Since the early 1990s, the Spanish Socialist Workers' Party (PSOE) had been embroiled in an internal power and ideological struggle between those following the doctrine of its deputy secretary-general, Alfonso Guerra (dubbed as guerristas), and those supporting the party's renovation, headed by party leader Felipe González (referred to as renovadores, Spanish for "renovators"); this had been publicly revealed in the 1994 party congress, which resulted in Guerra losing control of the party apparatus to the renovator faction. The 1996 Spanish general election saw the PSOE lose the national government for the first time since 1982, with José María Aznar of the People's Party (PP) becoming new prime minister through an alliance with peripheral nationalist parties, in what would be coined as the "Majestic Pact".

A new party congress was called for June 1997 in order to define the PSOE's new role in opposition, but Guerra's continuity as deputy leader became the political focus and threatened party unity. In an attempt to end the struggle and force a full party renovation, González announced his surprise withdrawal from frontline politics. Joaquín Almunia was elected as new PSOE secretary-general, but the process was perceived as rushed, heavily influenced by the party's elites—the powerful regional leaders (colloquially referred to as barones, Spanish for "barons") as well as González himself—while other potential candidates, such as former public works minister Josep Borrell, were sidelined.

Borrell contested and unexpectedly won the party's prime ministerial primaries in April 1998, originally intended by Almunia as a way to legitimize his leadership. A "bicephaly" ( duumvirate) situation ensued in which both of them clashed for months on their roles and the party's platform, with this only ending following Borrell's withdrawal in May 1999 and the proclamation of Almunia as nominee in July.

The 2000 general election saw a landslide victory for the ruling PP and the PSOE being reduced to its worst result since 1979. This prompted Almunia to announce his immediate resignation as PSOE leader, triggering a leadership contest through an ordinary party congress which was set to be held on 21−23 July 2000. During his assessment of the election results, Almunia noted that one of the main reasons for the defeat was the party's failure to undertake a complete renovation after being ousted from power in 1996. PSOE regional leaders negotiated the appointment of a caretaker commission—the Political Commission—under Andalusian president Manuel Chaves, to organize the congress, manage the party in the interim and prevent a power vacuum. The goal was for a congress that served as "the starting point for a profound change" in the party, while deviating from the previous practice of reaching elite pacts that accommodated the various PSOE families through the influence of the regional leaders.

==Overview==
===Role===
The Federal Congress was the highest decision-making body of the PSOE, having the ability to define the party platform and policy, amend its statutes and internal regulations and elect its federal governing bodies, which included the Executive Commission—a board of directors responsible for the day-to-day management of the party under the coordination of a secretary-general, which was the party leader—and 49 members in the Federal Committee (an assembly of party notables and elected representatives, which was the PSOE's highest body between congresses).

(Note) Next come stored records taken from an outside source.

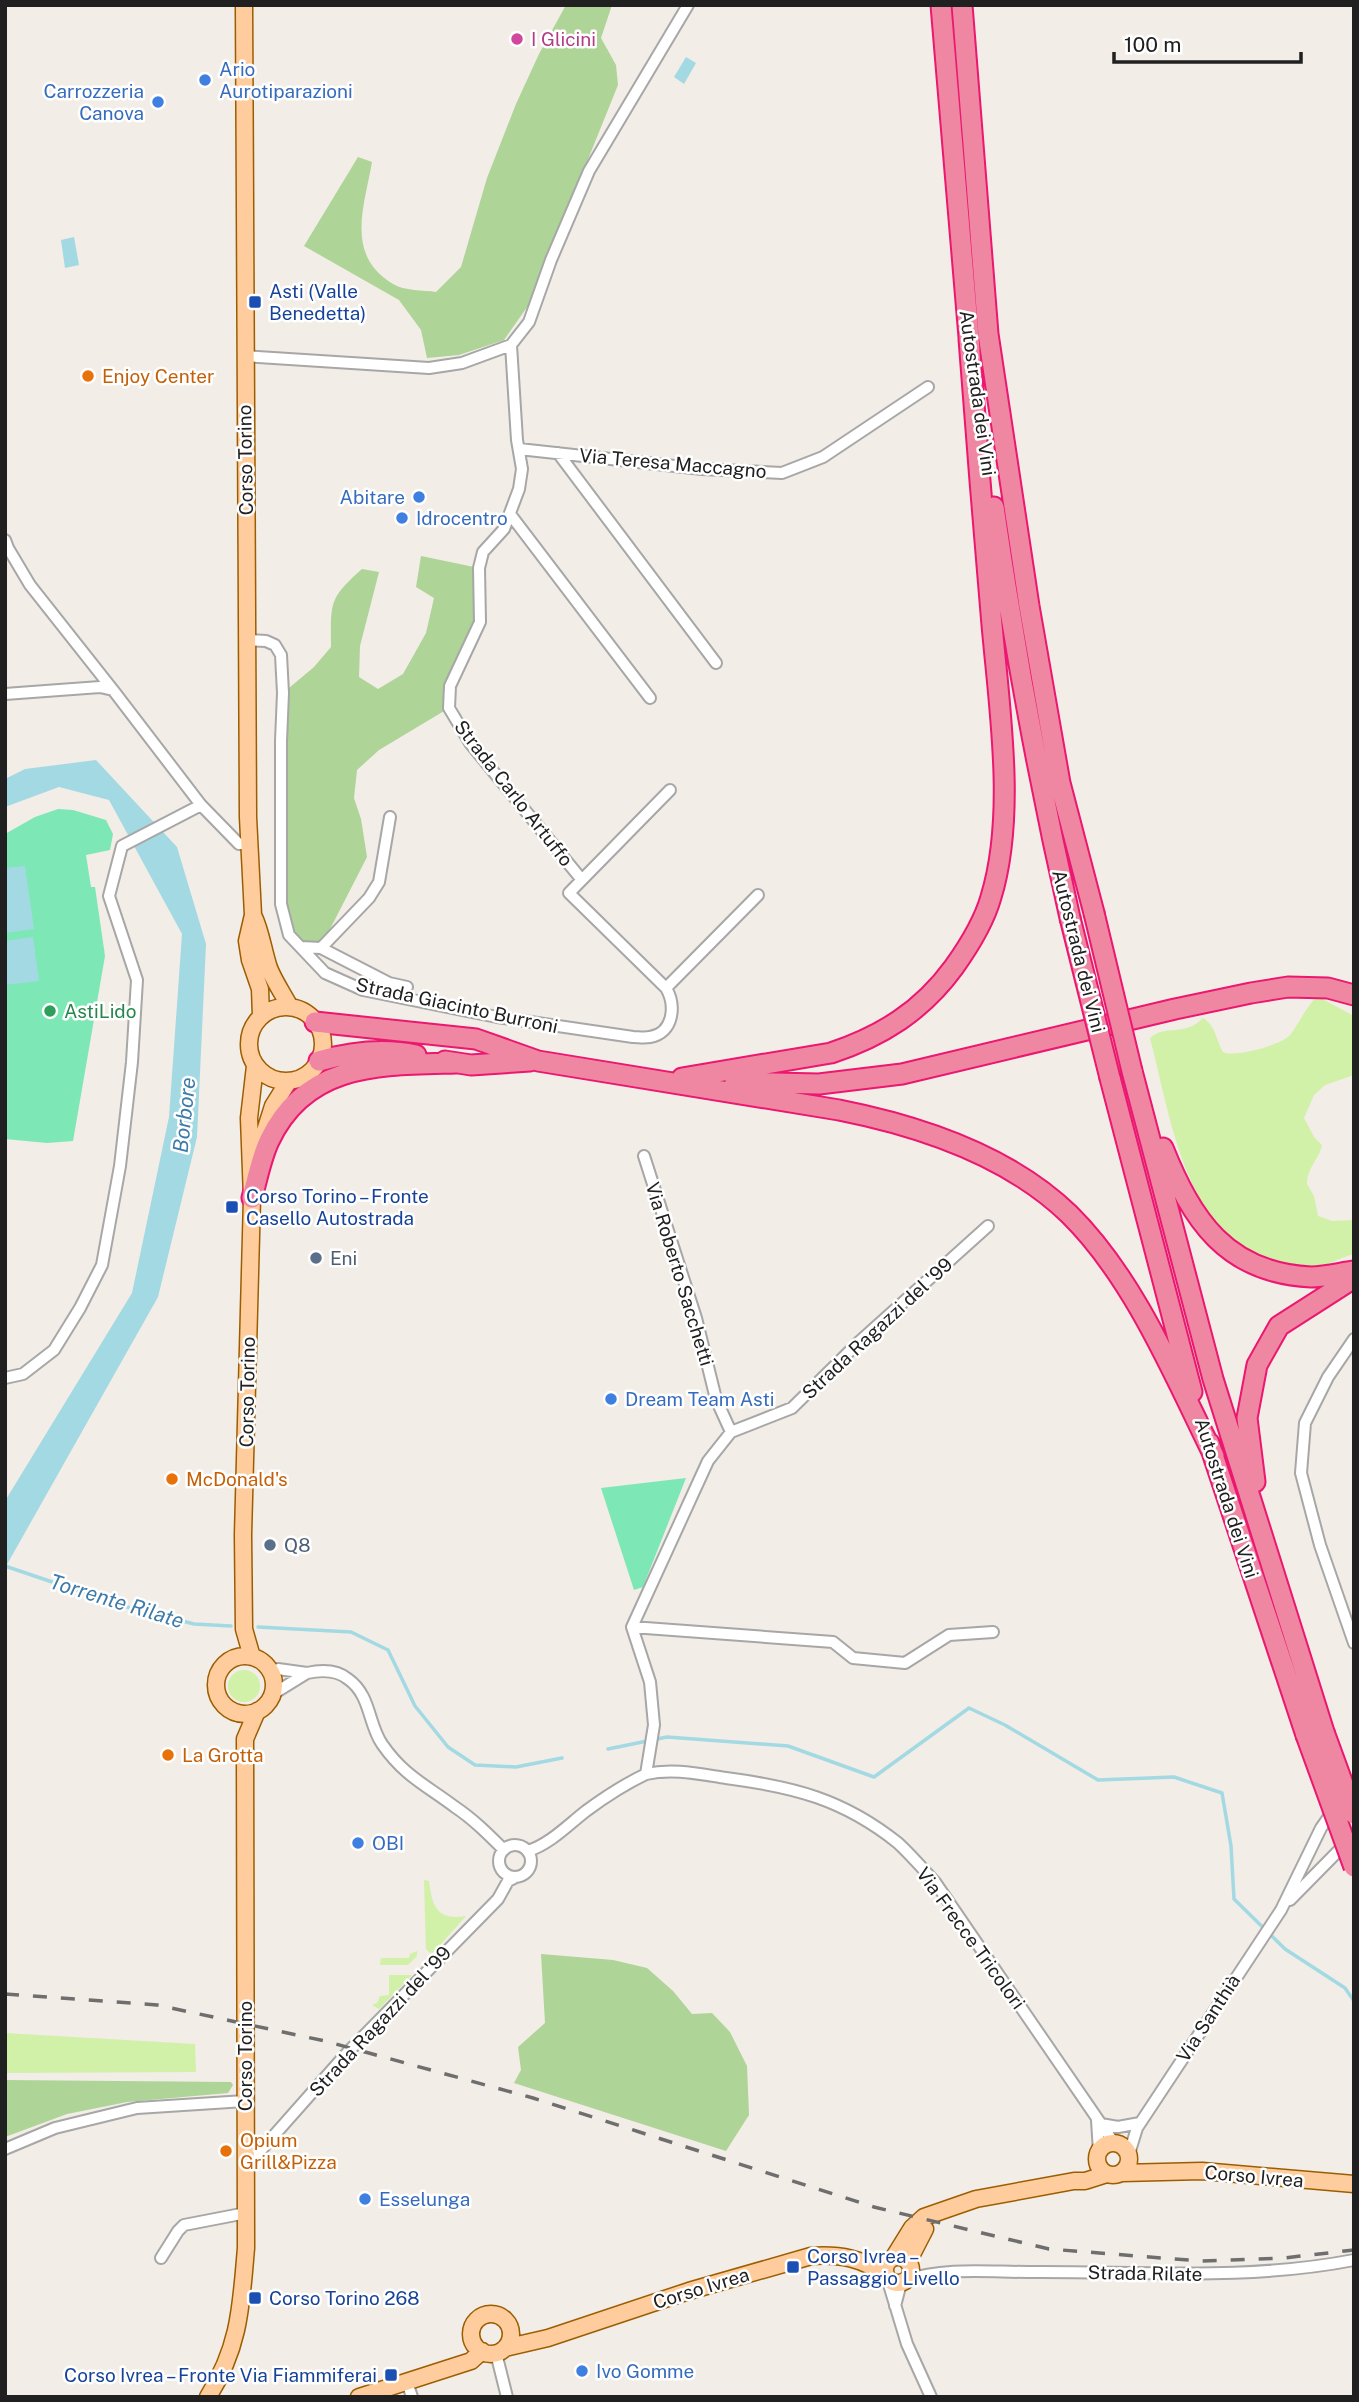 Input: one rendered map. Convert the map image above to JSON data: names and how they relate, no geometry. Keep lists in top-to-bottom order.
{
  "streets": {
    "highway": ["Autostrada dei Vini"],
    "main road": ["Corso Torino", "Corso Ivrea"],
    "street": [
      "Via Teresa Maccagno",
      "Strada Carlo Artuffo",
      "Strada Giacinto Burroni",
      "Via Roberto Sacchetti",
      "Strada Ragazzi del '99",
      "Via Frecce Tricolori",
      "Via Santhià",
      "Strada Rilate"
    ]
  },
  "crossings": [
    ["Corso Torino", "Strada Giacinto Burroni"],
    ["Corso Torino", "Strada Ragazzi del '99"],
    ["Via Teresa Maccagno", "Strada Carlo Artuffo"],
    ["Via Roberto Sacchetti", "Strada Ragazzi del '99"],
    ["Via Frecce Tricolori", "Via Santhià"],
    ["Via Frecce Tricolori", "Corso Ivrea"],
    ["Via Santhià", "Corso Ivrea"],
    ["Corso Ivrea", "Strada Rilate"]
  ],
  "water": ["Borbore", "Torrente Rilate"],
  "places": {
    "other": [
      "I Glicini",
      "Ario Aurotiparazioni",
      "Carrozzeria Canova",
      "Enjoy Center",
      "Abitare",
      "Idrocentro",
      "AstiLido",
      "Eni",
      "Dream Team Asti",
      "McDonald's",
      "Q8",
      "La Grotta",
      "OBI",
      "Opium Grill&Pizza",
      "Esselunga",
      "Ivo Gomme"
    ],
    "transit": [
      "Asti (Valle Benedetta)",
      "Corso Torino – Fronte Casello Autostrada",
      "Corso Ivrea – Passaggio Livello",
      "Corso Torino 268",
      "Corso Ivrea – Fronte Via Fiammiferai"
    ]
  },
  "scale_bar": "100 m"
}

Depending on whether a congress was held following the natural end of its term or due to any other exceptional circumstances, it could be of either ordinary or extraordinary nature. Ordinary PSOE congresses were to be held every three or four years and called at least four months in advance, whereas extraordinary congresses—which allowed to fill vacancies affecting the post of secretary-general or half plus one of the members of the federal executive commission—could be called 40 days in advance, but they did not allow to define the party's platform and the resulting elected officials were limited to serve out what remained of the previous congress' original term until the next ordinary one.

===Procedure===
Congress delegates were elected by party members of the corresponding territorial area and in full enjoyment of their political rights, using closed list proportional representation. In a first stage of the process, local assemblies were to be held to elect representatives to the respective provincial, regional and island conventions; then, these conventions would elect the party delegates who were to attend the federal congress.

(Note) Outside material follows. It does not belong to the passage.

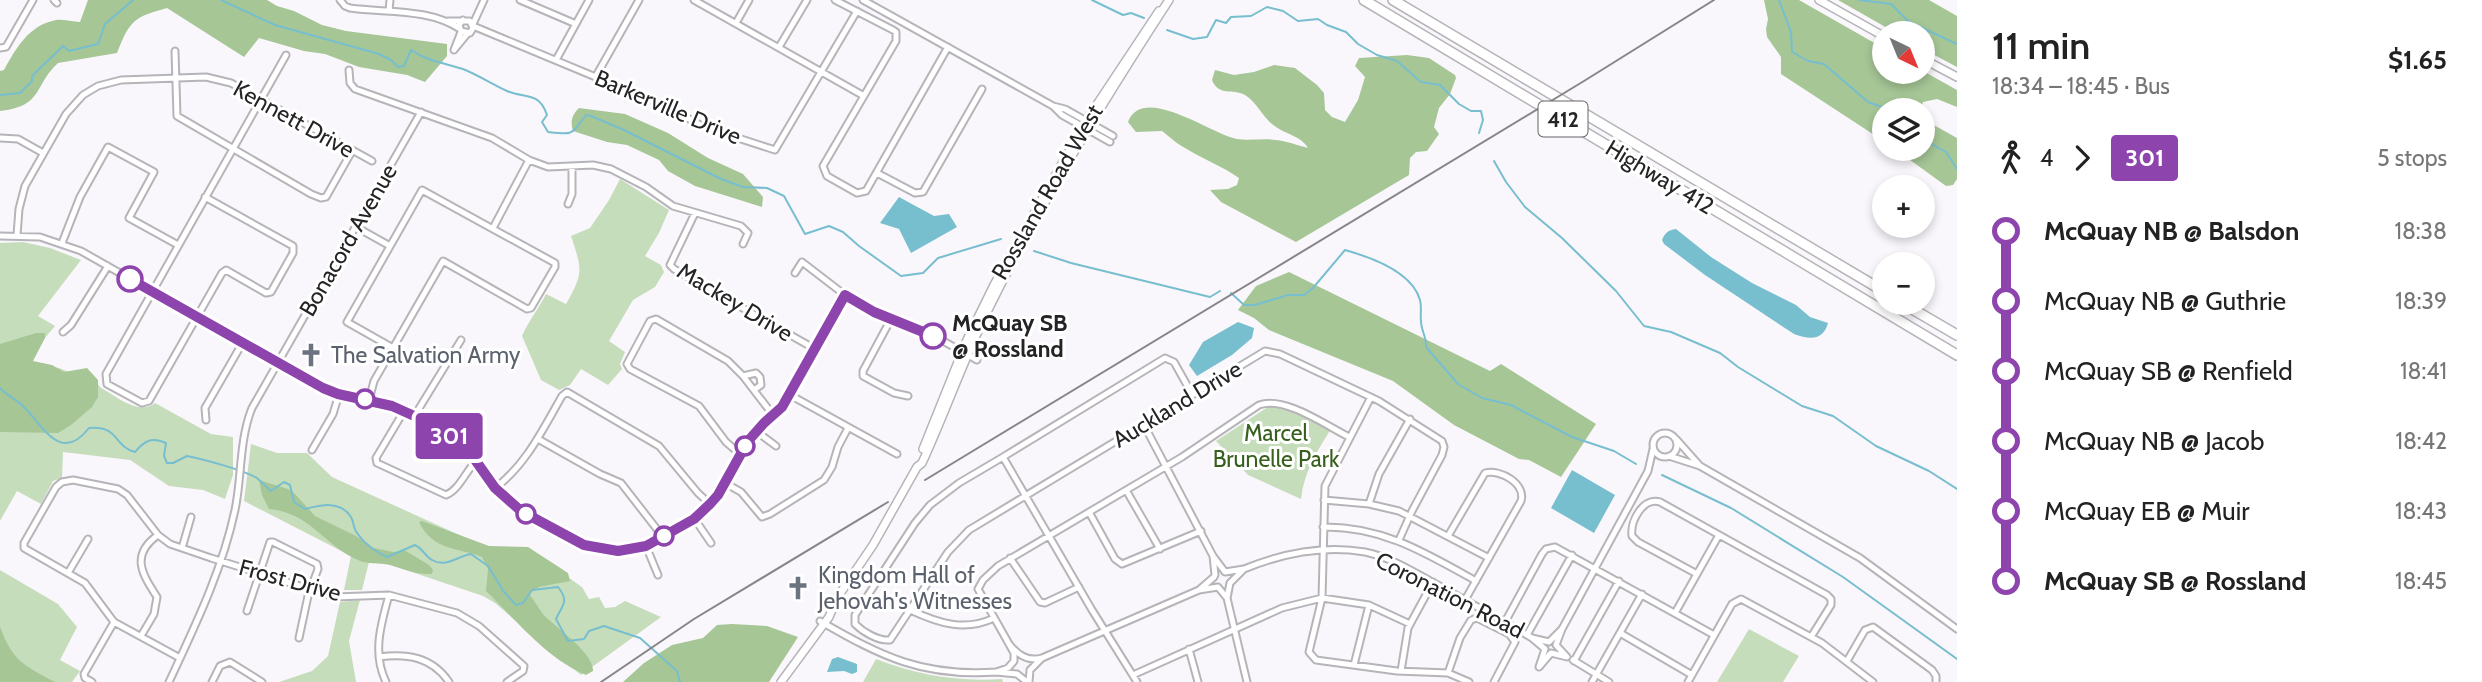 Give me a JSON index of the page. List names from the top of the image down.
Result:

The election of the secretary-general was on the basis of indirect suffrage through the delegates. The system and procedure to elect the new party leadership were a subject of discussion until the congress itself, occasionally together with the selection procedure for prime ministerial nominees and the use of the primary election system. A proposal establishing a split-vote was approved and adopted: a first ballot was to elect the person occupying the post of secretary-general under plurality voting, then a second vote was to be held on the composition of the new leader's proposed executive commission. Candidates seeking to run were required to collect the endorsements of at least 10% of congress delegates, a requirement introduced to prevent spontaneous, phony candidacies. Concurrently, candidates seeking to access the party resources for their campaigns were required to previously secure the endorsement of at least 10% of the members in the Federal Committee.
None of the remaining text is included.